### [DATA BELOW]
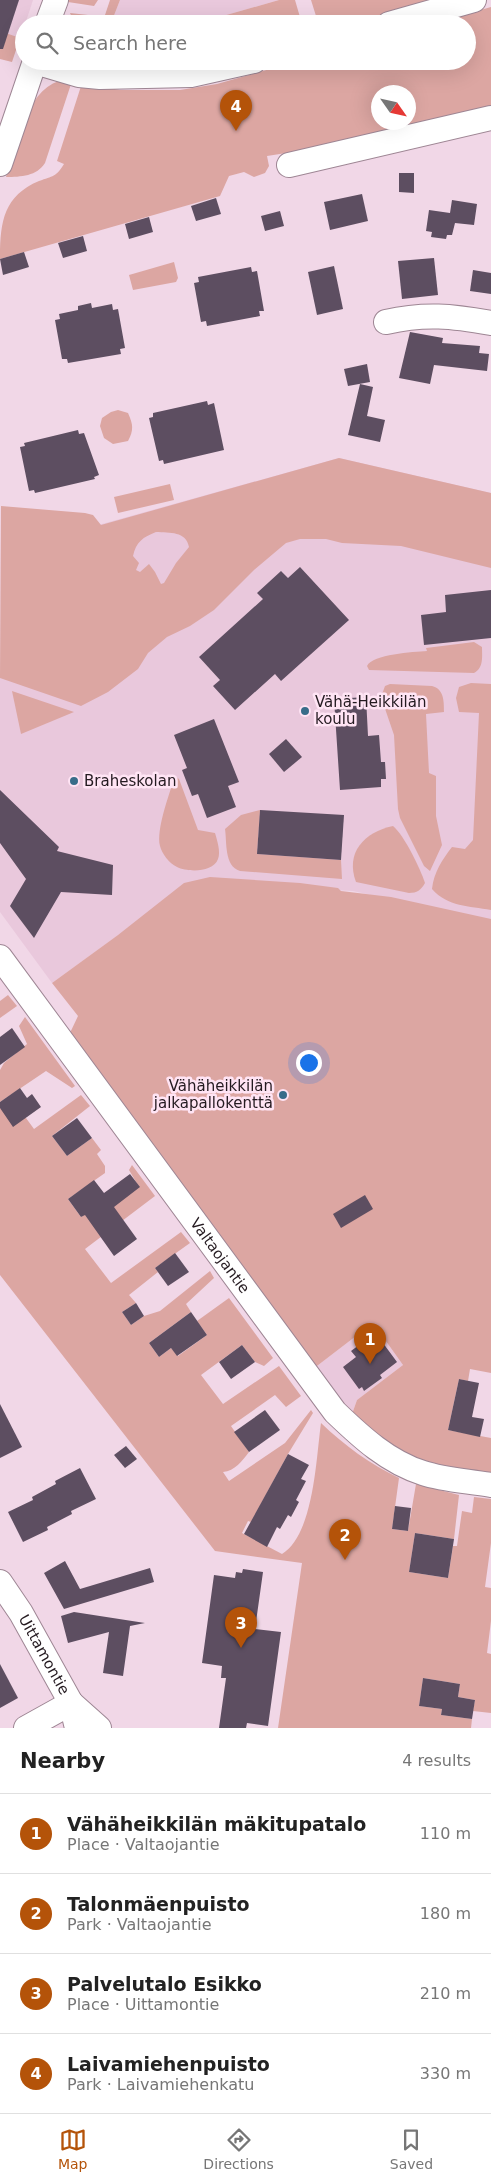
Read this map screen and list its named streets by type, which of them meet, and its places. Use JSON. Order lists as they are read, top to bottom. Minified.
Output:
{"streets":{"street":["Valtaojantie","Uittamontie"]},"places":["Vähä-Heikkilän koulu","Braheskolan","Vähäheikkilän jalkapallokenttä"],"north":"bottom right","page":{"search":"Search here","pins":["4","1","2","3"],"heading":["Nearby","4 results"],"list":[{"mark":"1","name":"Vähäheikkilän mäkitupatalo","note":"Place · Valtaojantie","value":"110 m"},{"mark":"2","name":"Talonmäenpuisto","note":"Park · Valtaojantie","value":"180 m"},{"mark":"3","name":"Palvelutalo Esikko","note":"Place · Uittamontie","value":"210 m"},{"mark":"4","name":"Laivamiehenpuisto","note":"Park · Laivamiehenkatu","value":"330 m"}],"nav":["Map","Directions","Saved"]}}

### [BRIEF]
Full transcription of the material, exact in every line, without images.

### [EXERCISE ANSWER]
Read this map screen and list its named streets by type, which of them meet, and its places. Use JSON. Order lists as they are read, top to bottom. Minified.
Output:
{"streets":{"street":["Valtaojantie","Uittamontie"]},"places":["Vähä-Heikkilän koulu","Braheskolan","Vähäheikkilän jalkapallokenttä"],"north":"bottom right","page":{"search":"Search here","pins":["4","1","2","3"],"heading":["Nearby","4 results"],"list":[{"mark":"1","name":"Vähäheikkilän mäkitupatalo","note":"Place · Valtaojantie","value":"110 m"},{"mark":"2","name":"Talonmäenpuisto","note":"Park · Valtaojantie","value":"180 m"},{"mark":"3","name":"Palvelutalo Esikko","note":"Place · Uittamontie","value":"210 m"},{"mark":"4","name":"Laivamiehenpuisto","note":"Park · Laivamiehenkatu","value":"330 m"}],"nav":["Map","Directions","Saved"]}}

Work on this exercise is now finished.